The Emo trend has been raging on for the last 2-3 years or so. It’s predominately white kids who dress Emo with their tight pants and hair with noticeable long fringes. The girls look like dikes and the guys look like, well, dikes too. They’re a bit gender confused but that’s okay.

But one Emo kids who stands out of the millions and millions of Emo kids. Take a look at these pictures:


 

Okay … he’s kinda cute? He?! Oh shit son! Yeah it’s a guy. His name is Chris and he has a Myspace page here. This is what he wrote:

I’m not very deep, but I try. I have no friends, and I don’t understand why. I won’t try hard to please you; I won’t change myself for you. I want to grow up without modification; people contribute to the way you are; if you want to be one of those people. Talk to me.

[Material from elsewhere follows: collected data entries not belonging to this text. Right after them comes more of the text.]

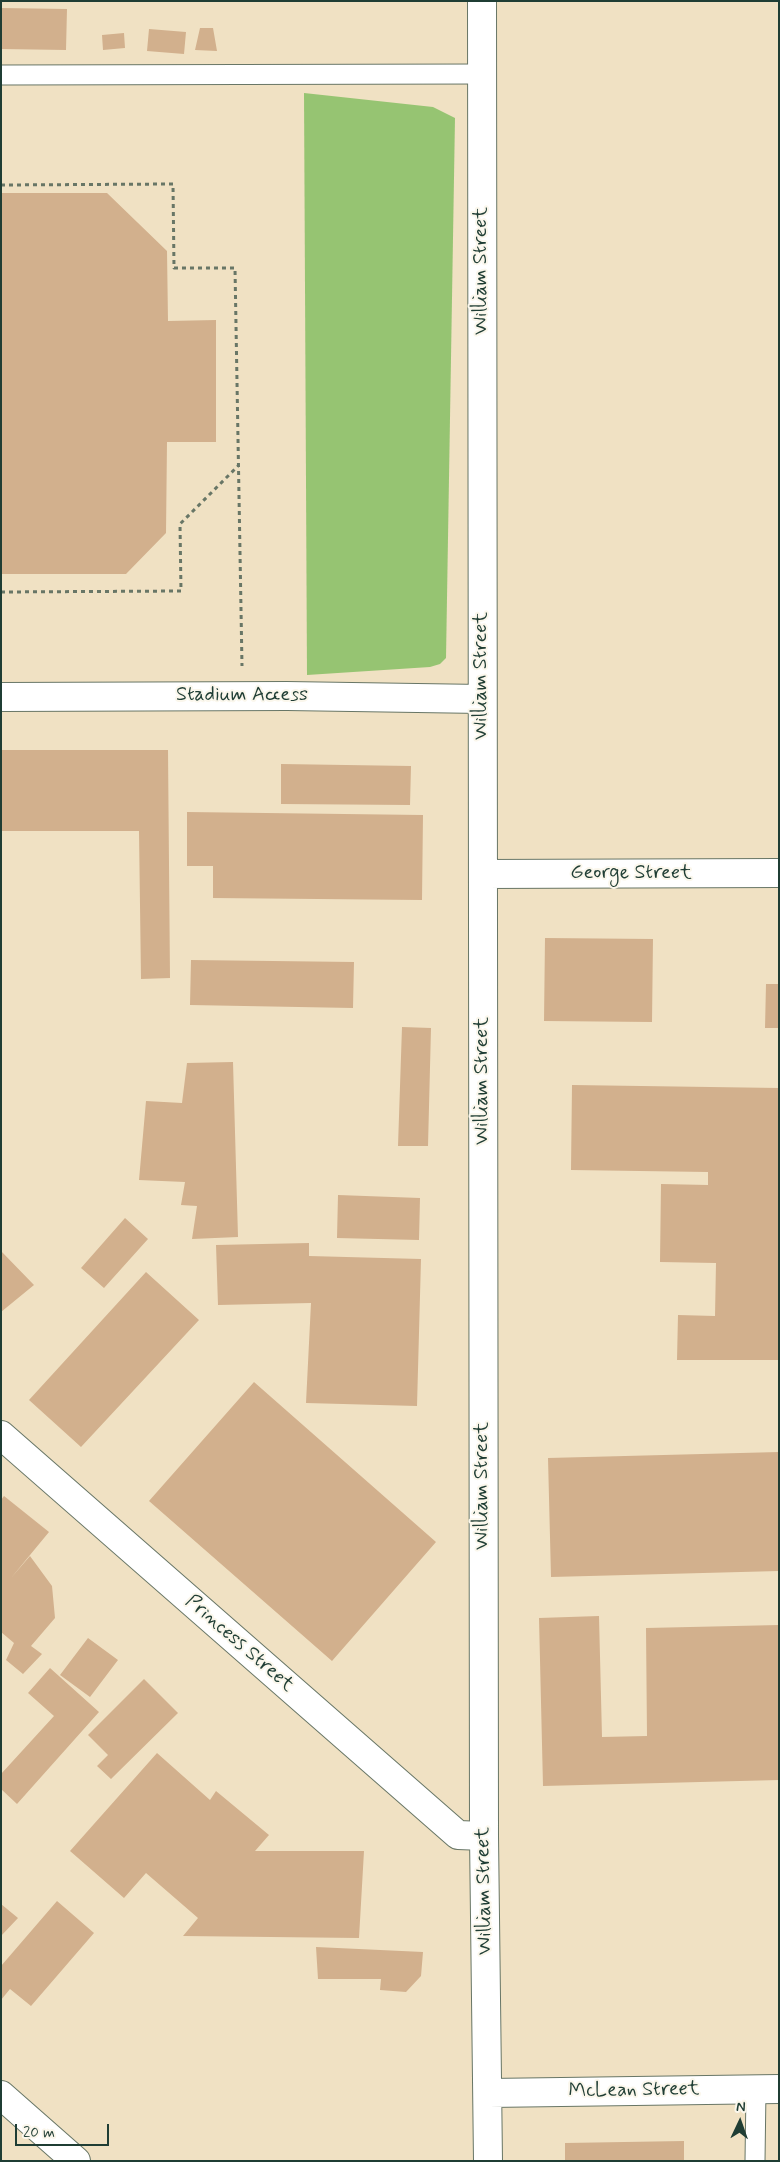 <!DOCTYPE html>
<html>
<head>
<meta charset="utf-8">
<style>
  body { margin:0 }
  #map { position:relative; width:780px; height:2162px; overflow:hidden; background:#f0e1c3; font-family:Mynerve,sans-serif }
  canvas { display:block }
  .frame { position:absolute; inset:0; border:2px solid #1f3d34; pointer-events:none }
  .north { position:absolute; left:715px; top:2097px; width:50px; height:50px; -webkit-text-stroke:4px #fbf7ec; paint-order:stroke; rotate:3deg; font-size:14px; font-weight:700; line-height:20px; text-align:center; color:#1f3d34 }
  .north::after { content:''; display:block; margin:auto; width:18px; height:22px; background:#1f3d34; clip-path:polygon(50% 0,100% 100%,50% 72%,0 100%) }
  .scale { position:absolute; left:15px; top:2124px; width:94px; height:22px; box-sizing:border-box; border:2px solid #1f3d34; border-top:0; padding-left:6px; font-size:15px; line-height:18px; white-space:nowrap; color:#1f3d34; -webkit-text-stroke:4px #fbf7ec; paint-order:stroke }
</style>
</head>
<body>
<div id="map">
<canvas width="780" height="2162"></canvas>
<div class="frame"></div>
<div class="north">N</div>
<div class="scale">20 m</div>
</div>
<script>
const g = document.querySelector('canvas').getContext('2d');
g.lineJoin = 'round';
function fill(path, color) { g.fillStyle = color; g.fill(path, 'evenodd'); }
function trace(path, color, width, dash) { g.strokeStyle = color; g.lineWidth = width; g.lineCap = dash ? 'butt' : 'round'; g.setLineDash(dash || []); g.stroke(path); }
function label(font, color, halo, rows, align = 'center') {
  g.font = font + ' Mynerve,sans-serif'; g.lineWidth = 4; g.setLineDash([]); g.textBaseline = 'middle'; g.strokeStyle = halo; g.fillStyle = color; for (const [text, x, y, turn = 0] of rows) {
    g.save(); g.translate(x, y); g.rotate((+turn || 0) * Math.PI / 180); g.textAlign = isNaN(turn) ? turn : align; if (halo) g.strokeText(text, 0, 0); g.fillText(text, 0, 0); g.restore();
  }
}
const green = new Path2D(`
  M304 93 433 107 455 118 446 658 440 664 430 667 307 675Z`);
const building = new Path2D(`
  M1 8 67 9 66 50 1 49Z
  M200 28H213L217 51 195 50Z
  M149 29 186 32 184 54 147 51Z
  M124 33 125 48 103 50 102 35Z
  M1 193H107L167 251 168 321 216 320V442H167L166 533 126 574H1Z
  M1 750H168L170 978 141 979 139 831H1Z
  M281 764 411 766 410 805 281 804Z
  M187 812 423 815 422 900 213 898V866H187Z
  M545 938 653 939 652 1022 544 1021Z
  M191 960 354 962 353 1008 190 1005Z
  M766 984H779V1028H765Z
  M402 1027 431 1028 428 1146H398Z
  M233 1062 238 1237 192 1239 197 1206 181 1205 185 1182 139 1180 146 1101 182 1103 187 1063Z
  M572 1085 779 1088V1360H677L678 1315 715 1316 716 1263 660 1262 661 1184 708 1185V1172L571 1170Z
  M338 1195 420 1198 419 1240 337 1238Z
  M125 1218 148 1239 104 1288 81 1268Z
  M309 1243V1256L421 1259 417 1406 306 1403 311 1303 218 1305 216 1245Z
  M1 1251 34 1285 1 1312Z
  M146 1272 199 1320 81 1447 29 1400Z
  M254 1382 436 1542 332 1661 149 1501Z
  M779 1452V1571L551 1577 548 1458Z
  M4 1496 49 1532 11 1578 30 1556 52 1586 55 1618 31 1646 42 1654 23 1674 6 1660 14 1643 1 1632V1500Z
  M599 1616 602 1737 647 1736 646 1628 779 1625V1780L543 1786 539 1618Z
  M88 1638 118 1660 90 1697 60 1675Z
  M50 1668 99 1712 17 1804 1 1789V1774L54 1716 28 1693Z
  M144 1679 178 1713 111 1779 97 1766 108 1755 88 1735Z
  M157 1753 210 1800 216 1791 269 1835 255 1851H364L359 1938 183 1936 198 1918 146 1873 124 1898 70 1851Z
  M57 1901 94 1933 31 2006 10 1989 1 2000V1966Z
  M1 1904 18 1918 1 1936Z
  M316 1947 423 1952 421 1976 406 1992 380 1990 381 1979H318Z
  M684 2141V2161H565V2143Z`);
const path = new Path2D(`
  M1 185 173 184 174 268H235L242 666
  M1 592 181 591 180 524 238 466`);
const lane = new Path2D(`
  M1 75 482 74
  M755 2161 756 2090`);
const street = new Path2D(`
  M482 1 484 1836 488 2161
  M1 697 287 696 482 699
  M483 874 779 873
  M1 1435 458 1835 484 1836
  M489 2093 779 2089
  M1 2095 76 2161`);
const streetNames = [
  ["William Street",482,271,-90],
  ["William Street",482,676,-90],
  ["Stadium Access",242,696],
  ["George Street",631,874],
  ["William Street",483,1081,-90],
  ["William Street",483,1486,-90],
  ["Princess Street",239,1644,41],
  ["William Street",485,1891,-91],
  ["McLean Street",634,2091,-1]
];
fill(green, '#96c472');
fill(building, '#d2b08d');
trace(lane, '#687666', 21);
trace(street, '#687666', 30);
trace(path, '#687666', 3, [4, 4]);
trace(lane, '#fff', 19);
trace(street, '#fff', 28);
label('20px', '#1f3d34', '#fbf7ec', streetNames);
</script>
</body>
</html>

Okay Chris, you’ll get over your teen angst in a year or so.

All too often I’m walking in the mall and see a “cute” Emo chick and it turns out to be a guy. It’s hard to tell when half their face is covered with hair and they’re wearing tight jeans. And the Emo guys are normally 90 pounds. Pretty scrawny if you ask me.

So next time when I’m the mall or something and talking to some Emo Chick, I have to confirm it with a surprise boob grab or something. You know, just to make sure.

Another strange thing about the Emo culture is that they (the Emo kids) endorse making out with each other. Not the boy-girl kind either, because they have a fascination with gay make out. I guess gender becomes a non-issue when you can’t differentiate if it’s a guy or chick. Of course I’m all for lesbian make out.

Like every mainstream fad, Emo will fade into obscurity in a couple of years at most.